Likewise, the titular MI6 agent (played by Sandra Oh) in BBC America’s “Killing Eve” certainly walks the line of questionable behavior, despite being assumed to be the hero in a thriller about hunting down an assassin (played by Jodie Comer). But as executive producer Emerald Fennell puts it, the point of the show is to subvert tropes and assumptions about what makes a hero and a villain — and to blur that line continuously as each season progresses.
“I think the thing about their relationship is that the more they become entwined, the more ambiguous they become,” Fennell says. “Villanelle is soaking up some of Eve’s better qualities — empathy, love and all of those things — and Eve is starting to absorb some of Villanelle’s more extreme, sinister behaviors. It absolutely started with a hero and a villain, but we’re getting murkier as we go along.”

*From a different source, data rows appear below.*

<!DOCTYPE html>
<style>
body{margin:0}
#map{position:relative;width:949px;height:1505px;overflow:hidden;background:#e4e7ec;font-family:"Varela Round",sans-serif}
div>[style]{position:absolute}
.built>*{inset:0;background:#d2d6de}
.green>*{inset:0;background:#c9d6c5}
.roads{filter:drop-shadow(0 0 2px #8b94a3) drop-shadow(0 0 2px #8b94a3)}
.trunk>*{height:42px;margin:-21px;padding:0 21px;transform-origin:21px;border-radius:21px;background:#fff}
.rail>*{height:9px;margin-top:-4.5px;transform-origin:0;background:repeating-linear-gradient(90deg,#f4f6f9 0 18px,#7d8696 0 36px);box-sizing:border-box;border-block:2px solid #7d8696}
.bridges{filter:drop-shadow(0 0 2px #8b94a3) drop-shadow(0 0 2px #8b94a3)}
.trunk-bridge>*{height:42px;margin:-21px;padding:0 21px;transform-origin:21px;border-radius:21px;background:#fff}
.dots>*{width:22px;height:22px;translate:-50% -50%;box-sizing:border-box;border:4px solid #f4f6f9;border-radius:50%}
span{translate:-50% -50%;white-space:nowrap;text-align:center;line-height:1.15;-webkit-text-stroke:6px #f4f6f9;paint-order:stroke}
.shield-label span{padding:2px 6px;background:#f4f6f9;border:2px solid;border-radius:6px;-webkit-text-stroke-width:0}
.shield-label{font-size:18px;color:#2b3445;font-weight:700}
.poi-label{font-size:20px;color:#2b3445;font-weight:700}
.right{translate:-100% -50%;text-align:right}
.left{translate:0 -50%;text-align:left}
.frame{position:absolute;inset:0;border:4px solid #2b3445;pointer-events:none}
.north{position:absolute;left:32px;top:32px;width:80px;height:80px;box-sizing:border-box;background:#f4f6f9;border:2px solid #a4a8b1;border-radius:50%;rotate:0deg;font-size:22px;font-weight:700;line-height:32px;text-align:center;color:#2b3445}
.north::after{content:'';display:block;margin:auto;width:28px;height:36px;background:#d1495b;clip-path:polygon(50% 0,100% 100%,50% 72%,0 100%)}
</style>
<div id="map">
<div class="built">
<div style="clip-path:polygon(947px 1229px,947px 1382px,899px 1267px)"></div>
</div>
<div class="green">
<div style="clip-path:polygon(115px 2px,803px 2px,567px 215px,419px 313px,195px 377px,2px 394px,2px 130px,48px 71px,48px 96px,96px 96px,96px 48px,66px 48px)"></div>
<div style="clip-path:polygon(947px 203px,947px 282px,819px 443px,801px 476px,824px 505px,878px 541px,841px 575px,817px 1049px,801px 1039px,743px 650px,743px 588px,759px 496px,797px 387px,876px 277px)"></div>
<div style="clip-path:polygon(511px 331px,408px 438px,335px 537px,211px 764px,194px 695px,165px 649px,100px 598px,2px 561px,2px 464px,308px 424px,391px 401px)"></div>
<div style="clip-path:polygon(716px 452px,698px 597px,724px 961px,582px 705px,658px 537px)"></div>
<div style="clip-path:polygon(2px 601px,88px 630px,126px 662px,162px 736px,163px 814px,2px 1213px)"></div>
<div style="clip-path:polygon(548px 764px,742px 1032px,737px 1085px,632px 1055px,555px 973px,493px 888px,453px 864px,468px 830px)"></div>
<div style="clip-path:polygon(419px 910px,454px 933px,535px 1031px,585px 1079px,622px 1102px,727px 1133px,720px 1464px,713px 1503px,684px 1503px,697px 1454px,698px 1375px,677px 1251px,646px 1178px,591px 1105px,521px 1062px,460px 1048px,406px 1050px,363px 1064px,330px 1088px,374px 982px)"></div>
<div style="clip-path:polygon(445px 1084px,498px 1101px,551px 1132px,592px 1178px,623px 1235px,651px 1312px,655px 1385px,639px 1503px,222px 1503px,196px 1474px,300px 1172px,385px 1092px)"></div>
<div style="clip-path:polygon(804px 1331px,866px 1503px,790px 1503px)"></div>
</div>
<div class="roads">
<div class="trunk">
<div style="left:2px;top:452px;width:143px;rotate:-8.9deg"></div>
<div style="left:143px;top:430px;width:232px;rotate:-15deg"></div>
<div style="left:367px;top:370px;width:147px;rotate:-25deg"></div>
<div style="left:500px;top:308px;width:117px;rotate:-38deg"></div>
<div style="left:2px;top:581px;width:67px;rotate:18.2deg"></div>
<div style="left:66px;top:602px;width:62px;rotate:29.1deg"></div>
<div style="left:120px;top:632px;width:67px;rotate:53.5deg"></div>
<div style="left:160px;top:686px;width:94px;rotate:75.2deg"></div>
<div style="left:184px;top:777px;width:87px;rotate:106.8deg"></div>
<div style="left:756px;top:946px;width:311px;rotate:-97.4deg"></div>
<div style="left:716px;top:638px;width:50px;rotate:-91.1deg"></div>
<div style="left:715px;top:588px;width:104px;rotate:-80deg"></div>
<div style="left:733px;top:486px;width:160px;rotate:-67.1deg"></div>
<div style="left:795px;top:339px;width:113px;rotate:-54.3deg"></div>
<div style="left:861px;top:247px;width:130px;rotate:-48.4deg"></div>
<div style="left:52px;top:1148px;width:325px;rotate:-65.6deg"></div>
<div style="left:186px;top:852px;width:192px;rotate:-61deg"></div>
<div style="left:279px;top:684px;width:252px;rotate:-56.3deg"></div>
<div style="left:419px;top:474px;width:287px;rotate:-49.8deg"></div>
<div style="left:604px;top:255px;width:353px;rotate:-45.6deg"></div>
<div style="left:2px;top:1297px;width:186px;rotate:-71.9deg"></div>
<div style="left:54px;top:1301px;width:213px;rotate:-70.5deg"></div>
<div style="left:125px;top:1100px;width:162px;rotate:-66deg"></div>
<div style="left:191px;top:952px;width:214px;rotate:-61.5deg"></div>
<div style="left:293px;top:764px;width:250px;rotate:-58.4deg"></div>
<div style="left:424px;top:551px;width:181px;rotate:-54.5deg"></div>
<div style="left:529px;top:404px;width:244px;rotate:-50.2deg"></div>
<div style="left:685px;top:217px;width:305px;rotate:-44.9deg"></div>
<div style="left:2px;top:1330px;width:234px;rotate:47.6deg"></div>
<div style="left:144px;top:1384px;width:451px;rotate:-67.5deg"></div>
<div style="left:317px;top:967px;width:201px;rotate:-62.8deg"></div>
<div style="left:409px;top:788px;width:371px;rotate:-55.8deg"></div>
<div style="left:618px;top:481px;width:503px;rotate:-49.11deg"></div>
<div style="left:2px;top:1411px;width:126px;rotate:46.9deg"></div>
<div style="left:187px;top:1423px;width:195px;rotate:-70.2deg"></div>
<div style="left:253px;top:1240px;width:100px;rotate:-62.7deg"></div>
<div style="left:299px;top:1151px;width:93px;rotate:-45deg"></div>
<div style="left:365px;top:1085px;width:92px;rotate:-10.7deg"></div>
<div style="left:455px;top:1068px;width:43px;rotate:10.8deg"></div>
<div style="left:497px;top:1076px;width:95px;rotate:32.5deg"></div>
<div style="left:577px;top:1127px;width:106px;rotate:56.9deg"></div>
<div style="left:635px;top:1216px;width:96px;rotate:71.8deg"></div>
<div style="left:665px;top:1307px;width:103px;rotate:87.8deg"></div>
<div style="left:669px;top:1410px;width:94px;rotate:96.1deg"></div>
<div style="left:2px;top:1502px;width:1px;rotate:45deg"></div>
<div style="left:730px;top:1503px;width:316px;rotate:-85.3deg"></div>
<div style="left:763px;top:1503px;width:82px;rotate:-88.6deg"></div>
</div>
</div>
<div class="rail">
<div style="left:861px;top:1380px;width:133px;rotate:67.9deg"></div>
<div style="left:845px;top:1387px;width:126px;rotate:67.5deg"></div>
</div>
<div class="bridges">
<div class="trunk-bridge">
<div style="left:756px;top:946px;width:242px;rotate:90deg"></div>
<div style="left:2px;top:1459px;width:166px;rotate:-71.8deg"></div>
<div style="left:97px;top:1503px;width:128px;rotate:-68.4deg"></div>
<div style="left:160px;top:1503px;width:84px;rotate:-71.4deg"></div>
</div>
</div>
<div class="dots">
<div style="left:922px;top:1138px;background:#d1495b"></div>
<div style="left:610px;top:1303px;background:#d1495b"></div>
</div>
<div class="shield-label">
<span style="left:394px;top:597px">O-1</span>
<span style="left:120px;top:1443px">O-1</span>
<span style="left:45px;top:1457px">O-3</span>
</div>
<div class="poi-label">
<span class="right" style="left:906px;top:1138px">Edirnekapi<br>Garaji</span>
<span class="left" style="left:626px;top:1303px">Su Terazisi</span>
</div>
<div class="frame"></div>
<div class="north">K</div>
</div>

That murkiness has proved fertile ground in other Emmy contenders this year, including Netflix’s “Ozark,” which is centered on a family that grows increasingly involved in money laundering and the drug business, as well as Netflix’s “Bodyguard,” which follows the titular guard (played by Richard Madden) assigned to protect the home secretary but whose tumultuous past and current boundary-crossing feelings for his boss color his behaviors.
“The premise of the character through most of the show is that he may appear to be the hero, but he may also be the antagonist,” says “Bodyguard” executive producer Jed Mercurio. “He appears to be Julia Montague’s protector, but he may be her assassin.”

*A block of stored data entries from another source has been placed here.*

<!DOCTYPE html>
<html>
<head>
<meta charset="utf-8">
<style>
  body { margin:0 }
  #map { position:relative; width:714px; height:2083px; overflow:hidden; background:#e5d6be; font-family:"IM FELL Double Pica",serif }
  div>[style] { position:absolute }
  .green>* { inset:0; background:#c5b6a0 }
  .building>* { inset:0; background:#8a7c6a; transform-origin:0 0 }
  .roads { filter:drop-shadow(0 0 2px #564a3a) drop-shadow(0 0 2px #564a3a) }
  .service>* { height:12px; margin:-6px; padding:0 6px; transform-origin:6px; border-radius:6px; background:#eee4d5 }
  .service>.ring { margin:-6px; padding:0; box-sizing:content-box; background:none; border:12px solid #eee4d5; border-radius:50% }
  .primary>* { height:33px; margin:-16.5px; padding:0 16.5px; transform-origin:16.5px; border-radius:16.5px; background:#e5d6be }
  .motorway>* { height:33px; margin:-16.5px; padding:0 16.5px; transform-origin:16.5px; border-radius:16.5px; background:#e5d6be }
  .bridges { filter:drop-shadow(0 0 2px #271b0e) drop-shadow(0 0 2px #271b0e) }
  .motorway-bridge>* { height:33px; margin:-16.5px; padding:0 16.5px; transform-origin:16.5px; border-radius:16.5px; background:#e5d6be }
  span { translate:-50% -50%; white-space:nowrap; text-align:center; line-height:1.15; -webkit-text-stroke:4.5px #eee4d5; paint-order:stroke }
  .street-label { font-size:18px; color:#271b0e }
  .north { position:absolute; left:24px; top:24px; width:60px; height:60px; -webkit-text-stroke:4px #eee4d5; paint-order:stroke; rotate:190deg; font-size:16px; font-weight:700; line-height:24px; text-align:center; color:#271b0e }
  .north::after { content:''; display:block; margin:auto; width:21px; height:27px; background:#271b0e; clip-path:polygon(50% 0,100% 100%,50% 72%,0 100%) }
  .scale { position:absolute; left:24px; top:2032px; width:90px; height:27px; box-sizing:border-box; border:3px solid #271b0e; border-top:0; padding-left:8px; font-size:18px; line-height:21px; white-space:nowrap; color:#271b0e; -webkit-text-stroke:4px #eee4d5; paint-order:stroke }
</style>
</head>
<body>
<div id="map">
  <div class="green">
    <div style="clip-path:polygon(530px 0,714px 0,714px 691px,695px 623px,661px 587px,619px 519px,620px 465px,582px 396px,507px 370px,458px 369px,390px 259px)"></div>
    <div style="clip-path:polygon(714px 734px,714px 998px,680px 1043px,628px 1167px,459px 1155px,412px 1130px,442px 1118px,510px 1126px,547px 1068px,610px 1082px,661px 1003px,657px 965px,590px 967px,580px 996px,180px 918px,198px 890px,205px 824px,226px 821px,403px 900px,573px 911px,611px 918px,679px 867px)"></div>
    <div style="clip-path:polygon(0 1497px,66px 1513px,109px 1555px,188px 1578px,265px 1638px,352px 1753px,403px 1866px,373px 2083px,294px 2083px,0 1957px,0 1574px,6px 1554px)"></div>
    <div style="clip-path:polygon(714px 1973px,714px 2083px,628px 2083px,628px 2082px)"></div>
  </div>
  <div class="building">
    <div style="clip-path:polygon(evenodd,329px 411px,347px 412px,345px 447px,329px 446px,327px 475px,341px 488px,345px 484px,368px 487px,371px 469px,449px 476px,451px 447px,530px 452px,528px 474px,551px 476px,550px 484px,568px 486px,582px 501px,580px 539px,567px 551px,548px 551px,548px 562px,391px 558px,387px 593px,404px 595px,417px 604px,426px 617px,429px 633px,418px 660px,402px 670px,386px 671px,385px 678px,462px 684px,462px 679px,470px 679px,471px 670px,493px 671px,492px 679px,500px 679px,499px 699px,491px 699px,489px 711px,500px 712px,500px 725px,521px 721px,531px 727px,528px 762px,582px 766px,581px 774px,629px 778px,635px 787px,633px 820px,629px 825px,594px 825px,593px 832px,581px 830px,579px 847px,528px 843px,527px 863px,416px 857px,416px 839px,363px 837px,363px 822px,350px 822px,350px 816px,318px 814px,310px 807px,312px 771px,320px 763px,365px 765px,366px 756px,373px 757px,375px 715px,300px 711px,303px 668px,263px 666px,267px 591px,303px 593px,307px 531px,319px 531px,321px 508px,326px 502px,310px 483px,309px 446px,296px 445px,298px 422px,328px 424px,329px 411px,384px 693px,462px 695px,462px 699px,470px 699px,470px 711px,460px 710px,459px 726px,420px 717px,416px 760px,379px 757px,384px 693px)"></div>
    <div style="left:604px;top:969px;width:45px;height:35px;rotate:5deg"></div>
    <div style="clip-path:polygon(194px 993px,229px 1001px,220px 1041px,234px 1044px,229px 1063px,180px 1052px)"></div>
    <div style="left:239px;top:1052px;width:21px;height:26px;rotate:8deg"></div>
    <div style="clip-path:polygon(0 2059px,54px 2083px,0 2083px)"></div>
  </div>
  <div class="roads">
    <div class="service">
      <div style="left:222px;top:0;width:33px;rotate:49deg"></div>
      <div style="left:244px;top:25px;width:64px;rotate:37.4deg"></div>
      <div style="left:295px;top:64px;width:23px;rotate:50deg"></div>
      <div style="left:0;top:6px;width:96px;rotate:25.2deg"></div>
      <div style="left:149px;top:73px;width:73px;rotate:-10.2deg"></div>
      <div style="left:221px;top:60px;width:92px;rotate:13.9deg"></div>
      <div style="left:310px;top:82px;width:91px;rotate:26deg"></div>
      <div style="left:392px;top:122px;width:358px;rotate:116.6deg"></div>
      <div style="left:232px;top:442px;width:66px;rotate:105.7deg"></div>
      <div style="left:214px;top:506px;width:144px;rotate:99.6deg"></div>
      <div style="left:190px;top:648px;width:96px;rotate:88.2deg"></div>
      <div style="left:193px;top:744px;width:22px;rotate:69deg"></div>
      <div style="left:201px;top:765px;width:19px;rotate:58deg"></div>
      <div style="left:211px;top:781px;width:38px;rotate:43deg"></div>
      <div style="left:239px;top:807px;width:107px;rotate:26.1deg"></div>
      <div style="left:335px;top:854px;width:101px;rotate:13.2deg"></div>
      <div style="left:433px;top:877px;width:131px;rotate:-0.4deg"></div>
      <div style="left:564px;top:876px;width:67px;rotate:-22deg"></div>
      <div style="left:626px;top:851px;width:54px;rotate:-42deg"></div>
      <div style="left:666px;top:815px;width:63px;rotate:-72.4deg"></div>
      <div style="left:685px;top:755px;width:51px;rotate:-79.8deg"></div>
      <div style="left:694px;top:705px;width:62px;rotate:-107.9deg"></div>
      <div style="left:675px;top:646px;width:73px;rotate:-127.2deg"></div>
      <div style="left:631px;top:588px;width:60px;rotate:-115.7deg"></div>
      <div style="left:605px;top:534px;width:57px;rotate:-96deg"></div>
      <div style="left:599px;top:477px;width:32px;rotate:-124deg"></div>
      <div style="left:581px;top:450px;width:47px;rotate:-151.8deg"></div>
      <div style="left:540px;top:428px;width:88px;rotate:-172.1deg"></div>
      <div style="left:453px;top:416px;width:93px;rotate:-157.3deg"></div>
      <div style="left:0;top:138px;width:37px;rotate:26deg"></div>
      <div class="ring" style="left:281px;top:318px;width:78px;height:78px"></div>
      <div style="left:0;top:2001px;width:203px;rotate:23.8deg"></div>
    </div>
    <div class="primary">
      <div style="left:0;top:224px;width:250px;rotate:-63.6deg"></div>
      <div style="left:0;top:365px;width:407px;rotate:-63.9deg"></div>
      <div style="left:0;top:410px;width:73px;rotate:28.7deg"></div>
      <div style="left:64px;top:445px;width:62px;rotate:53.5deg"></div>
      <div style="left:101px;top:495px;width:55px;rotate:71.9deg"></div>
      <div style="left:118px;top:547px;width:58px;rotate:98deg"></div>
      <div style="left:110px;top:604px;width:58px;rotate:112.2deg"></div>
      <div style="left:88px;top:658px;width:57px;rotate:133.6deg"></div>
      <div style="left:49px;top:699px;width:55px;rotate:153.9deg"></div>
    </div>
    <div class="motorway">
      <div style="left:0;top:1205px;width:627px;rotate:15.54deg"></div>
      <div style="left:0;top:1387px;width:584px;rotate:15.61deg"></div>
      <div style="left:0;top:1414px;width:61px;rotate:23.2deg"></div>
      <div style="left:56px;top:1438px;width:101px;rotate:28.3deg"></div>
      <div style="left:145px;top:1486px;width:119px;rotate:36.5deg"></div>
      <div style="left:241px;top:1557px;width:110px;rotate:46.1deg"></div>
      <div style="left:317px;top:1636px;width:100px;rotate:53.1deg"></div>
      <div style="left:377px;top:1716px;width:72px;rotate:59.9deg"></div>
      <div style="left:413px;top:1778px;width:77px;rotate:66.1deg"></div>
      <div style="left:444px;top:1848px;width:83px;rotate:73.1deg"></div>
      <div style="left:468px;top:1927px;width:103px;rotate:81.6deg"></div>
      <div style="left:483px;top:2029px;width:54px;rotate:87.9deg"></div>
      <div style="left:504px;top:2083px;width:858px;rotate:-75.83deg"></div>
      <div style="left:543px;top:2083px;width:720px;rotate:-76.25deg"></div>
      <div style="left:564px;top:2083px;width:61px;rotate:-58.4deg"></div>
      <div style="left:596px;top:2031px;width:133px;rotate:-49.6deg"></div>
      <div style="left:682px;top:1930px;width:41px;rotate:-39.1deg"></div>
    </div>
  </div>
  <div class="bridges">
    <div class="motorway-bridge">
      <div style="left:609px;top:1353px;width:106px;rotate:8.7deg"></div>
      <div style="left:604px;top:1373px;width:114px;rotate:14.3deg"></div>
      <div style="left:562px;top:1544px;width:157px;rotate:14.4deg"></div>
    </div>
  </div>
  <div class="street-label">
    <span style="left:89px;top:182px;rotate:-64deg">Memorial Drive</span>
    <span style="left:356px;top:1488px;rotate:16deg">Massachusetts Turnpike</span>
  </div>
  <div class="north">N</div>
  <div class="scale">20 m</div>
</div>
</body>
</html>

Since “Bodyguard” is classified as a thriller, just as “Killing Eve” is, such questioning of a character is “certainly very important as a way of propelling” the genre and action, Mercurio adds.
“The audience never knows whether David Budd is going to save Julia or conspire in her death. That creates much greater depth and complexity in the key relationships.”
These days, many audiences have all but come to expect that their protagonists will tread in gray areas that normal people would dare not traverse. But how best to build such characters?
“The antihero is someone who has to be defined by degree,” Mercurio says. “There are some antiheroes who really push the boundaries and often cross into carrying out acts the audience finds alienating and then they have to work their way back through other aspects of their character. There are some antiheroes who are fundamentally heroes, it’s just that they approach their objectives in an unconventional way.”
Both Fennell and Canals share similar sentiments, stating that antiheroes are often subversive characters that offer audiences an opportunity for wish fulfillment, but also push audiences to the limit of what they find acceptable.
“We talked a lot about ‘Paradise Lost,’” Fennell says of “Killing Eve.” “The thing with ‘Paradise Lost’ is the idea that when you read it, the person you’re most interested in and is the most compelling and sympathetic is the devil. In ‘Killing Eve,’ it’s the devil in both of these women that you can’t help but sympathize with. There’s a very deliberate choice in the first episode this season where [Villanelle] kills a child in the hospital — a sick child. She believes it is an act of empathy, but partly that is an exercise in asking, ‘How far will we as an audience go with her?’”
But for Canals, Blanca is meant to be the show’s guiding light of morality who wants to live life to the best of her ability.
“Everybody knows someone like Blanca in their life,” he says. “Everyone has that friend or family member that is just perfect, never does anything wrong, is always there to be the moral compass. When we meet Blanca early on in the pilot, she discovers that she’s HIV-positive and very quickly takes her diagnosis not as a death sentence but as the impetus to live a greater life.”